■ How to complete this task
Search the entries for the word "fabs". Copy every line that holds it.

Dataset entries
>>>
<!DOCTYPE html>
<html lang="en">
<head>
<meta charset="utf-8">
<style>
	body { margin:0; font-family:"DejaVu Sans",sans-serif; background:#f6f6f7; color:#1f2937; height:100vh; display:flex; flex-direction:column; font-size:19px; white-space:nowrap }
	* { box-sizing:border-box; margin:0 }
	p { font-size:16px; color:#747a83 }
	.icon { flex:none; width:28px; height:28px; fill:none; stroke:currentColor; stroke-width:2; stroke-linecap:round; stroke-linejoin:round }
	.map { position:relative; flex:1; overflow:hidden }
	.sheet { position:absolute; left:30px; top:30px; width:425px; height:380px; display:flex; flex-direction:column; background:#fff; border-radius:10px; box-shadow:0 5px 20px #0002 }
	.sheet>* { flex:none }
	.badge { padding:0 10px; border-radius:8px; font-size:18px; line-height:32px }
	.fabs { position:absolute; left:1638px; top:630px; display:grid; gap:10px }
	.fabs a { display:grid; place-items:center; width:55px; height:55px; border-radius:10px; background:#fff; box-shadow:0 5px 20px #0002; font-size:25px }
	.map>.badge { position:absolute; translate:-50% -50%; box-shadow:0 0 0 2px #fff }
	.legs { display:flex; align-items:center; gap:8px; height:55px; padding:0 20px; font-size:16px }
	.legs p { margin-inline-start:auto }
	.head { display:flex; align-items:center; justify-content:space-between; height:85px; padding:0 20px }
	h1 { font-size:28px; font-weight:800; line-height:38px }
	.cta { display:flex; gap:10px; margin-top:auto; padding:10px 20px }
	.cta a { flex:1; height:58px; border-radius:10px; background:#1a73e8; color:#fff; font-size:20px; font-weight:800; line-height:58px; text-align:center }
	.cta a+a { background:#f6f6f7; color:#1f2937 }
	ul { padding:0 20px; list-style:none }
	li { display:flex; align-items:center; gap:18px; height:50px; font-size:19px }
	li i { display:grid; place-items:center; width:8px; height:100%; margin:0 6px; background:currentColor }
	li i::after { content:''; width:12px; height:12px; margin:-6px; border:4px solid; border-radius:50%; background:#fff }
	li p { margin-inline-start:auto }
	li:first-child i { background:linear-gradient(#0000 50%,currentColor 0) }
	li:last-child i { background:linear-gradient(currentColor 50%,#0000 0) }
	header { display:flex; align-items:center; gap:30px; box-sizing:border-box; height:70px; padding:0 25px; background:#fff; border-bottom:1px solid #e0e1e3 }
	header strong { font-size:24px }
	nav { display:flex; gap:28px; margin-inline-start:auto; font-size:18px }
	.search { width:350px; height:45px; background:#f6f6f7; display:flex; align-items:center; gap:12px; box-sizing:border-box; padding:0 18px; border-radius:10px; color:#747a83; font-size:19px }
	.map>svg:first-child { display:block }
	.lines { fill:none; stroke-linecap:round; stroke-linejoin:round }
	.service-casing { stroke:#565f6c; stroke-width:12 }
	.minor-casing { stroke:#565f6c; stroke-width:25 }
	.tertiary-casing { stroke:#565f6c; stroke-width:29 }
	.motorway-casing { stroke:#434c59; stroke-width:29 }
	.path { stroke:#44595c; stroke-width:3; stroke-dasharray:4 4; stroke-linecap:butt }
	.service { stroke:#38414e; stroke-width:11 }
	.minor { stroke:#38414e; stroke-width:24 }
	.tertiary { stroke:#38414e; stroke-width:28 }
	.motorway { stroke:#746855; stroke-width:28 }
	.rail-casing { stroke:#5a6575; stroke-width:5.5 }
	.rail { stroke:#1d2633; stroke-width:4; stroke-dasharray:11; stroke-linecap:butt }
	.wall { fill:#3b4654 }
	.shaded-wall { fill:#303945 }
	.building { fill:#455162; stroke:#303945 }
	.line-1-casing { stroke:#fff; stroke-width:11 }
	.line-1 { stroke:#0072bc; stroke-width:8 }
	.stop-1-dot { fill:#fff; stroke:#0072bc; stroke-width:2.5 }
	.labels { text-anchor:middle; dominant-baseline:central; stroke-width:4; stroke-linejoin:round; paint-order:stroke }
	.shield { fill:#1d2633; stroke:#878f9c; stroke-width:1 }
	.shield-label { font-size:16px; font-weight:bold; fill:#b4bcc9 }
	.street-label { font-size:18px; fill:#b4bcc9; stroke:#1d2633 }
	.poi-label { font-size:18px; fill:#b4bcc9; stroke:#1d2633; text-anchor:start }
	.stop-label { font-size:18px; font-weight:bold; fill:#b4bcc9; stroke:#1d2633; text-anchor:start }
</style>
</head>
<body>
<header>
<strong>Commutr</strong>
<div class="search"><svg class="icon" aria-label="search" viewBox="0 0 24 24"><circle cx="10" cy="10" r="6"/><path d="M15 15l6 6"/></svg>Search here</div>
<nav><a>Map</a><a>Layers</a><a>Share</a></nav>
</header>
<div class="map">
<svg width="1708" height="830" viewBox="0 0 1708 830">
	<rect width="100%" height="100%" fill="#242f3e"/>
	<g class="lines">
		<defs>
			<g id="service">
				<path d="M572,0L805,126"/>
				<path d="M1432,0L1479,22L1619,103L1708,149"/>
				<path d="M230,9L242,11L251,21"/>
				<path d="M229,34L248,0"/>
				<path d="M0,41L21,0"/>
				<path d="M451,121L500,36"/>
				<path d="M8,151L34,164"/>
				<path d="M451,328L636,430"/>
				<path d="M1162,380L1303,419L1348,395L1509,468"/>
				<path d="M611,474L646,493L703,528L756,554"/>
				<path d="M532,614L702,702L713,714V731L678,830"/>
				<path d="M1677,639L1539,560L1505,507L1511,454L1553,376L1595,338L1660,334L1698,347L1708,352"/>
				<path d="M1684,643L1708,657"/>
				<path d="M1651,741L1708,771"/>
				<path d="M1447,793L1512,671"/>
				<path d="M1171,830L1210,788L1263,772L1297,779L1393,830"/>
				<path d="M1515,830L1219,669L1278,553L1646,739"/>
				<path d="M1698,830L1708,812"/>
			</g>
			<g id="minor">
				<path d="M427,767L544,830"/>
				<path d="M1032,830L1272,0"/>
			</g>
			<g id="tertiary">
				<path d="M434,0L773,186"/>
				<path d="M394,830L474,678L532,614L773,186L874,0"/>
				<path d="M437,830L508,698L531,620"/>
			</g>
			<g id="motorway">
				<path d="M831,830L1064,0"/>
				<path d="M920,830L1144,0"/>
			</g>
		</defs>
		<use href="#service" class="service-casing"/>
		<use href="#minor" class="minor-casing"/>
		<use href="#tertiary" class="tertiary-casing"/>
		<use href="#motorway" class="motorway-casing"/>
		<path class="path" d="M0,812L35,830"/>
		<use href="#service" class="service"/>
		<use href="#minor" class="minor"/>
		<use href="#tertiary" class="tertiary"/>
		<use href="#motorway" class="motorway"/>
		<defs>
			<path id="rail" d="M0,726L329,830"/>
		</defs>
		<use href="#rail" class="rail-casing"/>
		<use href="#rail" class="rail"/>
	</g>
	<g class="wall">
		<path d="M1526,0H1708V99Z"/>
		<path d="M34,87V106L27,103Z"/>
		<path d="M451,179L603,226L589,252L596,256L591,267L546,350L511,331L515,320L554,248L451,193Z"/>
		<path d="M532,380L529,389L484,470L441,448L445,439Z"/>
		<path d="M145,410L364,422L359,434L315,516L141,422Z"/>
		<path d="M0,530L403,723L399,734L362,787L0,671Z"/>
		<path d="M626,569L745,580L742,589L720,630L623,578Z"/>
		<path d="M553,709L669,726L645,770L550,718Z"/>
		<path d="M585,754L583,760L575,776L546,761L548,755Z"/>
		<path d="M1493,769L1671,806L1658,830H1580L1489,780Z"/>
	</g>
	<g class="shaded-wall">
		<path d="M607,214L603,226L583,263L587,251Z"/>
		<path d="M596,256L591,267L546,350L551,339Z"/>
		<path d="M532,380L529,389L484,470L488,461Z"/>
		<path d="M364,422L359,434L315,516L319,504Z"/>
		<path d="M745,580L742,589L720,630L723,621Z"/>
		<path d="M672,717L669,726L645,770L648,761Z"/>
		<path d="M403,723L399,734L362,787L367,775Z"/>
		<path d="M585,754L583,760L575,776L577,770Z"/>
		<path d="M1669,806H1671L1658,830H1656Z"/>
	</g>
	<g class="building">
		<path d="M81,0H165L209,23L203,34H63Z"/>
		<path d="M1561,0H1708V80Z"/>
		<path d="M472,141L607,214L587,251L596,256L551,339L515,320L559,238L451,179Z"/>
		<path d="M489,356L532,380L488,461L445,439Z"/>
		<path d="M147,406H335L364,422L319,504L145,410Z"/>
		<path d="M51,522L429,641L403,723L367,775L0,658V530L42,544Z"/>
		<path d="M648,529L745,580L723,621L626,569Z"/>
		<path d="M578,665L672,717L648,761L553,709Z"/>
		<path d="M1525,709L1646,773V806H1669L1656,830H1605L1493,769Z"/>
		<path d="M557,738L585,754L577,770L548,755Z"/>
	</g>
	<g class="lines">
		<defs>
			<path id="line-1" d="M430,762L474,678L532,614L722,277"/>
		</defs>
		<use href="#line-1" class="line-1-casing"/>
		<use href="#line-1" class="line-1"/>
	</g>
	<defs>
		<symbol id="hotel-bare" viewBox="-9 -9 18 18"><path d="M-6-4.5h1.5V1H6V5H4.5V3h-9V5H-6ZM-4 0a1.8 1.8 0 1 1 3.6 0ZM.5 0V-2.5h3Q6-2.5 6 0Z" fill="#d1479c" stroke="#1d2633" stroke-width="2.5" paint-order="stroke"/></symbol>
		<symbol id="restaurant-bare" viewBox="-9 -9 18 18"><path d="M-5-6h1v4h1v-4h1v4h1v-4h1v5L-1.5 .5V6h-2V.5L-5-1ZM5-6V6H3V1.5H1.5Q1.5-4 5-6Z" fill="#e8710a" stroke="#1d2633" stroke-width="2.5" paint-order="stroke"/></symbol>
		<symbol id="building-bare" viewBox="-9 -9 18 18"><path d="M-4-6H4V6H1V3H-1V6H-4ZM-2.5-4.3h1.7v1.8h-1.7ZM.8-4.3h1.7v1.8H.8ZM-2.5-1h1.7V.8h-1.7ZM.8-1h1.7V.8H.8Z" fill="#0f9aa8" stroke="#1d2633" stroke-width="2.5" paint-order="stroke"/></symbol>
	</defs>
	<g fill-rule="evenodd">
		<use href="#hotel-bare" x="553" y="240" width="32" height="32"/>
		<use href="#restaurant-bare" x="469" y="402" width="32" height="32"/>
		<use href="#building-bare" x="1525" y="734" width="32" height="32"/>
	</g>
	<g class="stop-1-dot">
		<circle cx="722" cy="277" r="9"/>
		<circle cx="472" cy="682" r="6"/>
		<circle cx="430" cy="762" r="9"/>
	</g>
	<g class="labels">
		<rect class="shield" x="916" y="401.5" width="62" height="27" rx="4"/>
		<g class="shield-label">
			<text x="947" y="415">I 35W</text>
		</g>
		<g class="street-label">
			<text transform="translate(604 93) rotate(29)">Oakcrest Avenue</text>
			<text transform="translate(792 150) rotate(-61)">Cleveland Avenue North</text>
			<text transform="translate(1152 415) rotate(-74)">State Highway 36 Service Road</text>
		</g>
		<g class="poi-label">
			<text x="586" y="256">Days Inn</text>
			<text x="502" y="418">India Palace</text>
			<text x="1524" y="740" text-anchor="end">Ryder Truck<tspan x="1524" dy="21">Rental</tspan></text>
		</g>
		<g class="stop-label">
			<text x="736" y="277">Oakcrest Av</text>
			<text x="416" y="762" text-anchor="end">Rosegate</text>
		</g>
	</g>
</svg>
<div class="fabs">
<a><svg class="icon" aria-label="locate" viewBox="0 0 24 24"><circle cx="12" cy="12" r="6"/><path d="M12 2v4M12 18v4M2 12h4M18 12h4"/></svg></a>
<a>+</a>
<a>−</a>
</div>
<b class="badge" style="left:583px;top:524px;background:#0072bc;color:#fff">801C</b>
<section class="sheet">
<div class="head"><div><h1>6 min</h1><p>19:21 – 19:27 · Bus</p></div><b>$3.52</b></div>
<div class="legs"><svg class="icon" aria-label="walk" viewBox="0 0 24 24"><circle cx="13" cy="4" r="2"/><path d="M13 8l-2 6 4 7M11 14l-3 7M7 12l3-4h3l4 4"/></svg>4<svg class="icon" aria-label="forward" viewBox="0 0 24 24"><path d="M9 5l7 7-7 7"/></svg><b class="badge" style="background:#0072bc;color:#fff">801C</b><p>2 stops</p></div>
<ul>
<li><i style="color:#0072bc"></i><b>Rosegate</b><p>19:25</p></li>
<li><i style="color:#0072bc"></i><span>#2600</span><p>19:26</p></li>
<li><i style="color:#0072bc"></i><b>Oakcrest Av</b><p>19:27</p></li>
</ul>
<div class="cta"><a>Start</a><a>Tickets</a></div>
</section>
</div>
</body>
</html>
<<<
■ Solved problem
	.fabs { position:absolute; left:1638px; top:630px; display:grid; gap:10px }
	.fabs a { display:grid; place-items:center; width:55px; height:55px; border-radius:10px; background:#fff; box-shadow:0 5px 20px #0002; font-size:25px }
<div class="fabs">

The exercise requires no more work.